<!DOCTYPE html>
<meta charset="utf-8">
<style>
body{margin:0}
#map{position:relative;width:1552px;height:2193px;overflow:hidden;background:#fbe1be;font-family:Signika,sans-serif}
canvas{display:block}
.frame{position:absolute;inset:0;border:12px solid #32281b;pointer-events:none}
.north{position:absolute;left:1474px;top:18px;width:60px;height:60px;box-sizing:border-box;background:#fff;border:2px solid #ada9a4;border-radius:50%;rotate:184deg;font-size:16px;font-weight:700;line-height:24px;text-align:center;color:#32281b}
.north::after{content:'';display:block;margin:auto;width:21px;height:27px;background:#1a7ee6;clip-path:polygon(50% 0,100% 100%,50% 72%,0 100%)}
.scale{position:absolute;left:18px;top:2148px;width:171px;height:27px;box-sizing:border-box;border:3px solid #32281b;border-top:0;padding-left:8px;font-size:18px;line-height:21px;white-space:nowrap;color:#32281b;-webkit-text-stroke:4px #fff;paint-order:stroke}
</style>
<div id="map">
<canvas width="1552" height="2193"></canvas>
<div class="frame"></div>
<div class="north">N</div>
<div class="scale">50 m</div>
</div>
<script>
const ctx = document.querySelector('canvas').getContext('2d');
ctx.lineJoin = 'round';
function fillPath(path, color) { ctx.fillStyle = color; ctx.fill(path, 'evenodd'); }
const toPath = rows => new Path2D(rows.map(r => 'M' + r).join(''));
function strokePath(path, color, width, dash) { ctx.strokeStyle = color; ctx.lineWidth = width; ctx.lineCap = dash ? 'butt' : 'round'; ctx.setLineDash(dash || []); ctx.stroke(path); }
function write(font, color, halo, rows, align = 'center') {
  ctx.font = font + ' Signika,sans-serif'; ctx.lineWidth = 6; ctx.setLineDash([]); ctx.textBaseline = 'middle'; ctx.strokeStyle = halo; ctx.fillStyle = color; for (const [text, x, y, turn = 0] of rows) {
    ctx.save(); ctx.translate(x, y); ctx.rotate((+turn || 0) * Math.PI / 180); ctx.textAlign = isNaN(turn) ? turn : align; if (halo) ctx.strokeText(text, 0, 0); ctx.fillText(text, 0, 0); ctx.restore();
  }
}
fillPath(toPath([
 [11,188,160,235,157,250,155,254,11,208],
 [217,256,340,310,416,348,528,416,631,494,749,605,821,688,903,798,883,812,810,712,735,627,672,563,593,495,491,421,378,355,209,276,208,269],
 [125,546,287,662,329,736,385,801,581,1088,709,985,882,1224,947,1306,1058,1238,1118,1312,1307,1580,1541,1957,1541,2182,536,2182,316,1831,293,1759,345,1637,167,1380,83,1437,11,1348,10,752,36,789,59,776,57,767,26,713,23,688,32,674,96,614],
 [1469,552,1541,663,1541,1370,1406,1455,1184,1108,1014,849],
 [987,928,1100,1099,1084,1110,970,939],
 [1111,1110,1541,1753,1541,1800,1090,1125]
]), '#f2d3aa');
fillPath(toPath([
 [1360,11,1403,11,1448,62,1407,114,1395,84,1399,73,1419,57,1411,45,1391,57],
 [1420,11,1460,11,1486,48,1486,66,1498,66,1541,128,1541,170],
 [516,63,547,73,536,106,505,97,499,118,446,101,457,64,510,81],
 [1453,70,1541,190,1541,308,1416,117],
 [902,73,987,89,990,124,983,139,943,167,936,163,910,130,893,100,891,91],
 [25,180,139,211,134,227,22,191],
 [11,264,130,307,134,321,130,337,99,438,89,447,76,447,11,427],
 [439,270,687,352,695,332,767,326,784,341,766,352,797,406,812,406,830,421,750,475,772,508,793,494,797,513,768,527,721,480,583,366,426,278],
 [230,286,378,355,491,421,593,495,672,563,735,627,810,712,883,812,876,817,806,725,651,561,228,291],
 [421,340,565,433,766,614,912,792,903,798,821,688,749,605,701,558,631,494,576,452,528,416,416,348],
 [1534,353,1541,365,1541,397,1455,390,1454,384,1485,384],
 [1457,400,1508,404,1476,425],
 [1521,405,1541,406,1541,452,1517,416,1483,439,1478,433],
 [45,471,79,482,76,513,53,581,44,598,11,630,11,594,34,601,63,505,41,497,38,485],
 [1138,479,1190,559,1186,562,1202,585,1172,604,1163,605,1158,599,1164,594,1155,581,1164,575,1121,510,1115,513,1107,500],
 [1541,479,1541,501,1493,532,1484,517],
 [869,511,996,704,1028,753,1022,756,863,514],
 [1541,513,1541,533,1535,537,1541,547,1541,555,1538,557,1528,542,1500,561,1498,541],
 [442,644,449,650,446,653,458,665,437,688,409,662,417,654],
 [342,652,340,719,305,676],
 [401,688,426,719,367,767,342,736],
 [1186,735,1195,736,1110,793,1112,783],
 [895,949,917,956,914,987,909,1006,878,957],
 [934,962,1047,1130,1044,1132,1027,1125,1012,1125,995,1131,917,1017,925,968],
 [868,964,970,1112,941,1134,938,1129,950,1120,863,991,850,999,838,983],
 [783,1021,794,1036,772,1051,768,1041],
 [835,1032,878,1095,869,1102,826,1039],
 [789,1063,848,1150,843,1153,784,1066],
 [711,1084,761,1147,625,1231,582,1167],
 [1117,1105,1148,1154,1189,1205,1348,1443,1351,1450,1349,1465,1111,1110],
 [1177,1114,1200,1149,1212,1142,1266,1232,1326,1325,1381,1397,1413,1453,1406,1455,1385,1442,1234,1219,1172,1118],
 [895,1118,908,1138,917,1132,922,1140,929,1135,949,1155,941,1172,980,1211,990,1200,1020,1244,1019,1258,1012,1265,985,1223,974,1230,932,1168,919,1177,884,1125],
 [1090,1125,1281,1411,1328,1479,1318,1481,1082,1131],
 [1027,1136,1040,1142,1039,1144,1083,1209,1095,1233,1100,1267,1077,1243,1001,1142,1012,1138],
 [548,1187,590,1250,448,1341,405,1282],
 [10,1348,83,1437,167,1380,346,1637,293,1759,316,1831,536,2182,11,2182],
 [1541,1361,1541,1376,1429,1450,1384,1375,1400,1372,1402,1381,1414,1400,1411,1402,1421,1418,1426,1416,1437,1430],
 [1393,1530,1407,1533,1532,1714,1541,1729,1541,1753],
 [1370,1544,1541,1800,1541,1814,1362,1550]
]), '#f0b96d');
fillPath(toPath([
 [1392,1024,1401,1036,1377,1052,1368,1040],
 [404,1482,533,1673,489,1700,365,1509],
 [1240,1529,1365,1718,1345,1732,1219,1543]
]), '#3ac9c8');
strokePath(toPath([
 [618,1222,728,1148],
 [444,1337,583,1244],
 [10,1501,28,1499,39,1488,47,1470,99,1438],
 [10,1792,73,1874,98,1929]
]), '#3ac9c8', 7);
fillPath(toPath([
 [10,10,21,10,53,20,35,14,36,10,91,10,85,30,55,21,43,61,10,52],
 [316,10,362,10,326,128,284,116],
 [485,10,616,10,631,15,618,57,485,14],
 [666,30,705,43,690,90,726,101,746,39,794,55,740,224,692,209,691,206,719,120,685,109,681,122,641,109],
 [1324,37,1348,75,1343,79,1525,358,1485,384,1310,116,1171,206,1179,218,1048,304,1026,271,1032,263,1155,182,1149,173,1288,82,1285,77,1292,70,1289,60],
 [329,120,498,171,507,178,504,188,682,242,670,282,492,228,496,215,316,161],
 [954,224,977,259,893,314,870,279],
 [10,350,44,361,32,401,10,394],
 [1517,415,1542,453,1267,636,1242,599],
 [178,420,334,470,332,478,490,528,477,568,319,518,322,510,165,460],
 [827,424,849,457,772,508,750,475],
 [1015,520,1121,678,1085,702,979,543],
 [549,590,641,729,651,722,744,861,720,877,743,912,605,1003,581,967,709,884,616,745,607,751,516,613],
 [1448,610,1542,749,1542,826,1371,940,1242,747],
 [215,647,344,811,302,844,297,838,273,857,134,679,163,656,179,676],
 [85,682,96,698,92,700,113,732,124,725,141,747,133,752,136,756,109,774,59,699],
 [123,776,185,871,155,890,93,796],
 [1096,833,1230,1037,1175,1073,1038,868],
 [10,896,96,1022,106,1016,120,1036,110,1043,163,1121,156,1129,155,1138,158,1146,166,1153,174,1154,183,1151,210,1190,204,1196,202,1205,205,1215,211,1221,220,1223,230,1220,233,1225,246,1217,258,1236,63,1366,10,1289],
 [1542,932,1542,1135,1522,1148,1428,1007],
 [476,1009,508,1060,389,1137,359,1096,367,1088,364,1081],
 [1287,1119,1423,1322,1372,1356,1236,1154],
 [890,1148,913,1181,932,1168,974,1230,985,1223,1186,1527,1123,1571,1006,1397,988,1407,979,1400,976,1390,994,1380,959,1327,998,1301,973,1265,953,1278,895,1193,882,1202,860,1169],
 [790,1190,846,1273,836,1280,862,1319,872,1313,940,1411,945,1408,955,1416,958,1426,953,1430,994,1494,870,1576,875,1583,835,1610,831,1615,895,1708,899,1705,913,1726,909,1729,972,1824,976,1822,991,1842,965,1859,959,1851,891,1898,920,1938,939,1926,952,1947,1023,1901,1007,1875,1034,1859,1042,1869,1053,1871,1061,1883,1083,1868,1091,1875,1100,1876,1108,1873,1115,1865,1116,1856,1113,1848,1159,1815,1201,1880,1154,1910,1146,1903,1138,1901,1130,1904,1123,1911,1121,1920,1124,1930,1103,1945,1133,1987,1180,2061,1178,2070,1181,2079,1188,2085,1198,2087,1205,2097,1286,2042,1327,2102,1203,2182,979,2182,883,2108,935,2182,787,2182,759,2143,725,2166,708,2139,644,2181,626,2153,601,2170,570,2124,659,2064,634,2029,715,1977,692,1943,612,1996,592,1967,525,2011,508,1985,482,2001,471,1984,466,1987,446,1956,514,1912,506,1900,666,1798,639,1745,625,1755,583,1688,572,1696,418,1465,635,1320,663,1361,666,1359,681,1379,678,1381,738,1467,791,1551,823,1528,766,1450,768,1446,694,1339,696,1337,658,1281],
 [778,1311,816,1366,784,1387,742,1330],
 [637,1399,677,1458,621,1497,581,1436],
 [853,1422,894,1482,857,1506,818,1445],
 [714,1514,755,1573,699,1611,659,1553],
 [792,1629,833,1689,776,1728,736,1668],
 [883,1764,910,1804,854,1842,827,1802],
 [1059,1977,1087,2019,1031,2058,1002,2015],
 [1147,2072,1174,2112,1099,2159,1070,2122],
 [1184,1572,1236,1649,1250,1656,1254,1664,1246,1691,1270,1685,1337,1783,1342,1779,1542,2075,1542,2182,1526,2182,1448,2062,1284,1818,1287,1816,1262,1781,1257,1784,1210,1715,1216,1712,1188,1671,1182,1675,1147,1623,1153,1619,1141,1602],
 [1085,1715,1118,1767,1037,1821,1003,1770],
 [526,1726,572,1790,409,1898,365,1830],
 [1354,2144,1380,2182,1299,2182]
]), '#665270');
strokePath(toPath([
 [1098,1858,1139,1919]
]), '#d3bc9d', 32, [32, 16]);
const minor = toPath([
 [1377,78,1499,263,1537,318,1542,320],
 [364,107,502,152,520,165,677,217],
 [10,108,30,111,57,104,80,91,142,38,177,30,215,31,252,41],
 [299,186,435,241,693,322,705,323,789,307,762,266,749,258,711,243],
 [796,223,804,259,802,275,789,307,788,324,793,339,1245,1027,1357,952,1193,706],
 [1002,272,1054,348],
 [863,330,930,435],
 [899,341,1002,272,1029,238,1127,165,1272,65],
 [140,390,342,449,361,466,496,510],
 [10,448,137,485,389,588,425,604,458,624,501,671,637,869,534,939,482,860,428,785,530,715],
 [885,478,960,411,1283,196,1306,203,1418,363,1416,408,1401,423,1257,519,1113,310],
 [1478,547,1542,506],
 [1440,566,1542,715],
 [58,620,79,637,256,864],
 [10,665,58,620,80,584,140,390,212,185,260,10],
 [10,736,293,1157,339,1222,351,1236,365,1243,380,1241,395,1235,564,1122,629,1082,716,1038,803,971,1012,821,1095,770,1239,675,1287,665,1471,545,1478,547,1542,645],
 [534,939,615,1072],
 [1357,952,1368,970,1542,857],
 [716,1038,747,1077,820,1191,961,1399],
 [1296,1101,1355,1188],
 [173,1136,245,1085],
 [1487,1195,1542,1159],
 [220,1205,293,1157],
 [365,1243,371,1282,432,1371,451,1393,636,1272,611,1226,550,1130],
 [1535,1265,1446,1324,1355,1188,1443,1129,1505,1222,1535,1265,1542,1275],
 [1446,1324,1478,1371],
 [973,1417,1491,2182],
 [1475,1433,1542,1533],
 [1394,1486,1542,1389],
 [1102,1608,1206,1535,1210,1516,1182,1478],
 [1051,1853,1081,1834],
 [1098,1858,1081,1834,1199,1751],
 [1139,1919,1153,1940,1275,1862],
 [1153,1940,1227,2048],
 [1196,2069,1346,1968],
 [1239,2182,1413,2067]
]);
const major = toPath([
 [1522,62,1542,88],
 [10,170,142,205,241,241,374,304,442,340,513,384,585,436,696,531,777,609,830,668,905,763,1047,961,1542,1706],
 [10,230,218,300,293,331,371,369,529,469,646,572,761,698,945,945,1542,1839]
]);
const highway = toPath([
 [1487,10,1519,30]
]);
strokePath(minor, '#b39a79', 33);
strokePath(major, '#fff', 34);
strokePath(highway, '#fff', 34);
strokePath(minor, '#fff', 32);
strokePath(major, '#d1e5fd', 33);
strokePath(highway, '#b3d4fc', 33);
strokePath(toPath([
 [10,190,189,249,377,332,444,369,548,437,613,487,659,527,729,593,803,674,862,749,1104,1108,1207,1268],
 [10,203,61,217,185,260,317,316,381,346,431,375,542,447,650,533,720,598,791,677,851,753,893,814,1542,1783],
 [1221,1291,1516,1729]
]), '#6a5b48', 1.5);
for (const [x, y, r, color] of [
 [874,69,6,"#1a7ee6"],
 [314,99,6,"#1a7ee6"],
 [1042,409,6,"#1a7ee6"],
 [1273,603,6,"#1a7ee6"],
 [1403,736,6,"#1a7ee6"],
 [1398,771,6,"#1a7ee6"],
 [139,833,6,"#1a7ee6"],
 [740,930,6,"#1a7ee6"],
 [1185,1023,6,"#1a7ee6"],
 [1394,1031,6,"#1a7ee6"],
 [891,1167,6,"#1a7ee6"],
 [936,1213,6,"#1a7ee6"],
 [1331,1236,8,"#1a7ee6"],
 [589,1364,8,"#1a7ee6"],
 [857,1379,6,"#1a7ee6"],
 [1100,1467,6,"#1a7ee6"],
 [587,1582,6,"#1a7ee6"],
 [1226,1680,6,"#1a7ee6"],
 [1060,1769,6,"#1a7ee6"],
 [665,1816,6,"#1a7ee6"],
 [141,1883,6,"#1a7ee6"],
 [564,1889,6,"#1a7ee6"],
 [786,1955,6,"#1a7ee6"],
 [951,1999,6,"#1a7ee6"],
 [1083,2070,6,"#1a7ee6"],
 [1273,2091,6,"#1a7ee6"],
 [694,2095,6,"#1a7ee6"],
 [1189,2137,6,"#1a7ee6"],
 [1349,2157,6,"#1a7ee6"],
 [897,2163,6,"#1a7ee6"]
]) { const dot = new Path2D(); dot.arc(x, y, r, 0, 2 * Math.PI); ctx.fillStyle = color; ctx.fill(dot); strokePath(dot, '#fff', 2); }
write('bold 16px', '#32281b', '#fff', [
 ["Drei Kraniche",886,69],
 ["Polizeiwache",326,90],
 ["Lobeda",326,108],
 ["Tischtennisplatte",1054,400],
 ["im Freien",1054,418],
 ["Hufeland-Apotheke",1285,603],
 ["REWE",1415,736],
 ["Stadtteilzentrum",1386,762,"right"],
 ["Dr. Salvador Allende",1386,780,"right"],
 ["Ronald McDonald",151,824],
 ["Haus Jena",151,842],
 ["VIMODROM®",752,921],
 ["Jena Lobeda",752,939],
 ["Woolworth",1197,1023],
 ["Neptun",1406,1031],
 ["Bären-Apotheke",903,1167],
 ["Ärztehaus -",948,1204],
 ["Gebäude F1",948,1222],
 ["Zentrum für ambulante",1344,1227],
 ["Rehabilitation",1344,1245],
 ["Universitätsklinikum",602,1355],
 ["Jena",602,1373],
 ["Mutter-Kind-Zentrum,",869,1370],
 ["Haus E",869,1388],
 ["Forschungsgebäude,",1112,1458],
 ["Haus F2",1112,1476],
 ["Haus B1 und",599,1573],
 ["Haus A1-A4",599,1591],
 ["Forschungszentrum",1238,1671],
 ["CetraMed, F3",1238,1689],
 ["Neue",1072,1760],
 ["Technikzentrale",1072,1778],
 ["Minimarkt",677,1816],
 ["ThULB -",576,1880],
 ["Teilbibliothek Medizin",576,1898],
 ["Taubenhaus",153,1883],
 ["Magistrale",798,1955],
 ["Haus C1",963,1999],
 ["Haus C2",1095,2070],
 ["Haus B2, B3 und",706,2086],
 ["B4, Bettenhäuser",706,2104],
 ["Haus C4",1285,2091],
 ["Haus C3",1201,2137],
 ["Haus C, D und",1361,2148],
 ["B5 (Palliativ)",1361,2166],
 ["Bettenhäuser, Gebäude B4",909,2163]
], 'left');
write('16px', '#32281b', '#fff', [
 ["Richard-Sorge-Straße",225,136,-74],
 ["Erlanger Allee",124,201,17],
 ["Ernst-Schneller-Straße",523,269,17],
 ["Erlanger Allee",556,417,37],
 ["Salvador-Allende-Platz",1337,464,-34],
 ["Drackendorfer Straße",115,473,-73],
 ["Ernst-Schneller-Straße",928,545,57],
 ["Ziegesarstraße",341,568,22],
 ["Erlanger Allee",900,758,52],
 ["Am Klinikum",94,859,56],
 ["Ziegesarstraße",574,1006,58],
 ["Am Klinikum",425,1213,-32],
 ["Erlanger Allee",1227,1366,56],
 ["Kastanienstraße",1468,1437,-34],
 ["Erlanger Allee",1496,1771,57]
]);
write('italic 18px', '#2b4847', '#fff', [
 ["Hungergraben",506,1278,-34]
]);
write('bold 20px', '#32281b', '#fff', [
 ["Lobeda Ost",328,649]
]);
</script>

+++++

Required work → For each line above that includes the word "lineWidth", make a copy of that line.

The answer →
function strokePath(path, color, width, dash) { ctx.strokeStyle = color; ctx.lineWidth = width; ctx.lineCap = dash ? 'butt' : 'round'; ctx.setLineDash(dash || []); ctx.stroke(path); }
  ctx.font = font + ' Signika,sans-serif'; ctx.lineWidth = 6; ctx.setLineDash([]); ctx.textBaseline = 'middle'; ctx.strokeStyle = halo; ctx.fillStyle = color; for (const [text, x, y, turn = 0] of rows) {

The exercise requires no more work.